• Learning the Basics of Citrix XenApp 5 Feature Pack 3 for Windows Server 2003 and XenServer 5.6 Part 10 of 12

    Using Citrix Secure Gateway

    In Part 9, you learned to allow external access to the published applications using the AltAddr method.  In this Part, you will learn how to:

    1. Generate an SSL certificate request,
    2. Purchase an SSL Certificate from GoDaddy,
    3. Complete the certificate request,
    4. Test the certificate,
    5. Install and configure Citrix Secure Gateway, and then
    6. Test external and internal secure access to published applications.

    Using Citrix Secure Gateway (CSG) is better than using AltAddr because CSG is SSL based and helps to secure the logon and data traffic. CSG is also easy to install and configure

    Remove Altaddr Settings

    When you completed Part 9 you were in the Citrix Web Interface Management Console (WIMC).  Before CSG can be installed and configured, the AltAddr configuration settings need to be removed.

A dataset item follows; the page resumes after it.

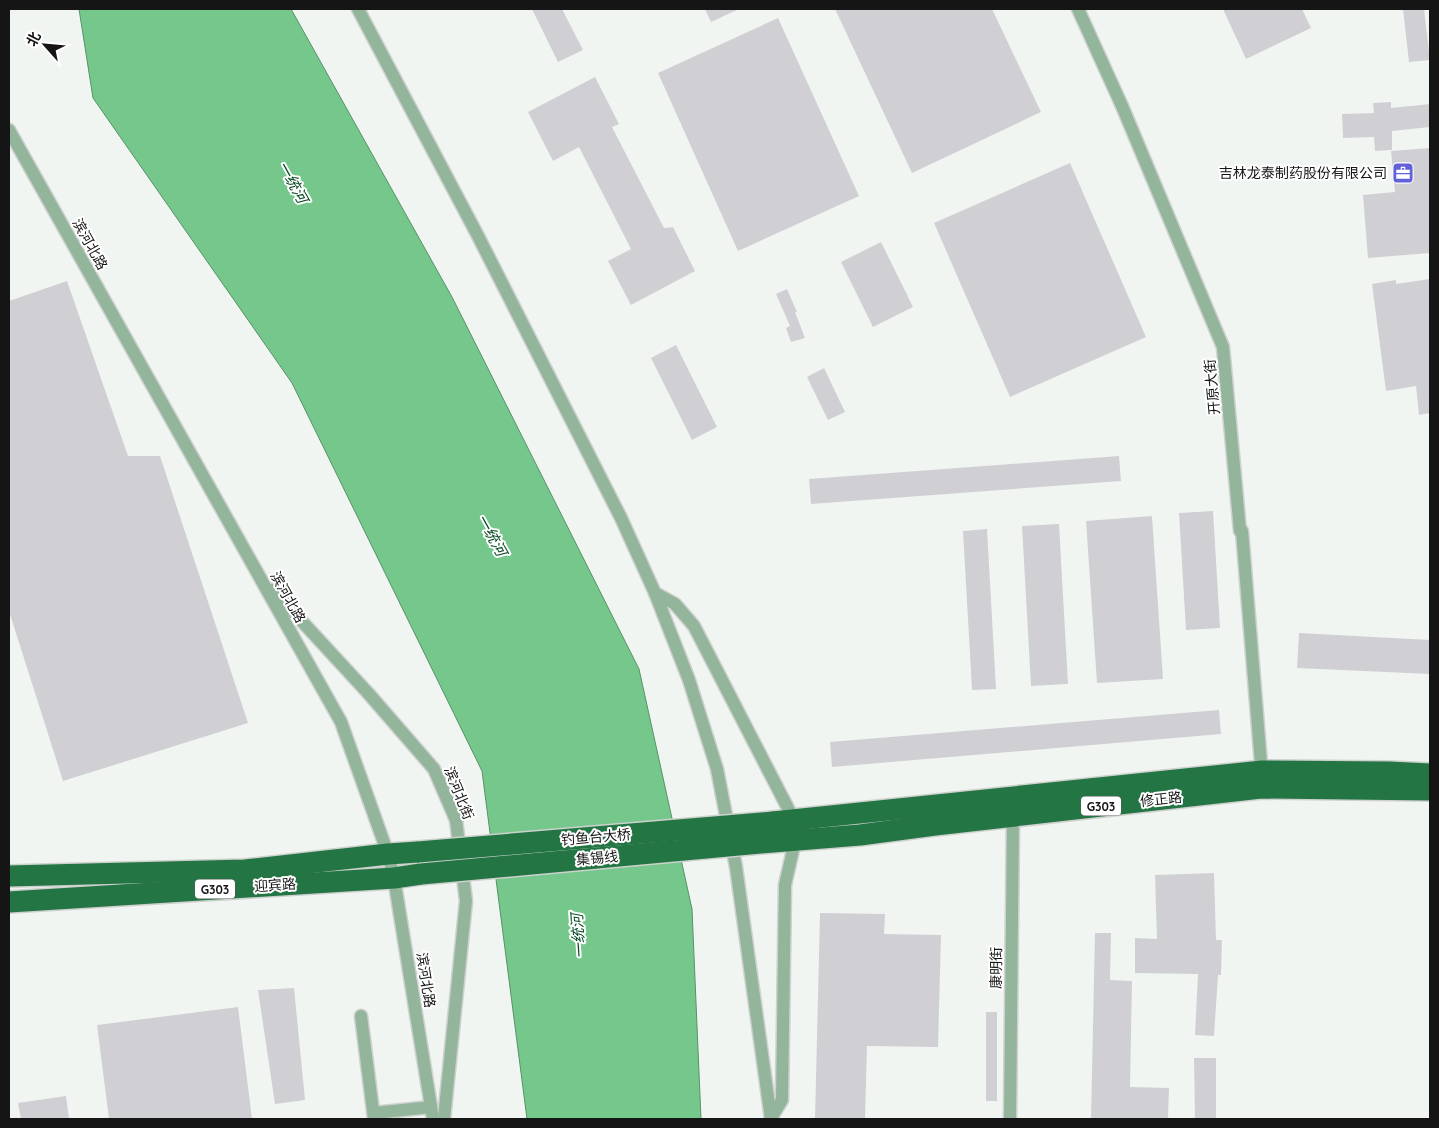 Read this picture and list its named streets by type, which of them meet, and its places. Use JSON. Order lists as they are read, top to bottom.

    Click XenApp Web Sites in the left column, your XenApp site in the middle column and Secure Access in the right column, or Action Pane (Figure 10-1).

    Figure 10‑1

    We need to change the Default access method from the Alternate method back to Direct.  The current Direct method needs to be removed and the current Alternate method needs to be changed back to Direct.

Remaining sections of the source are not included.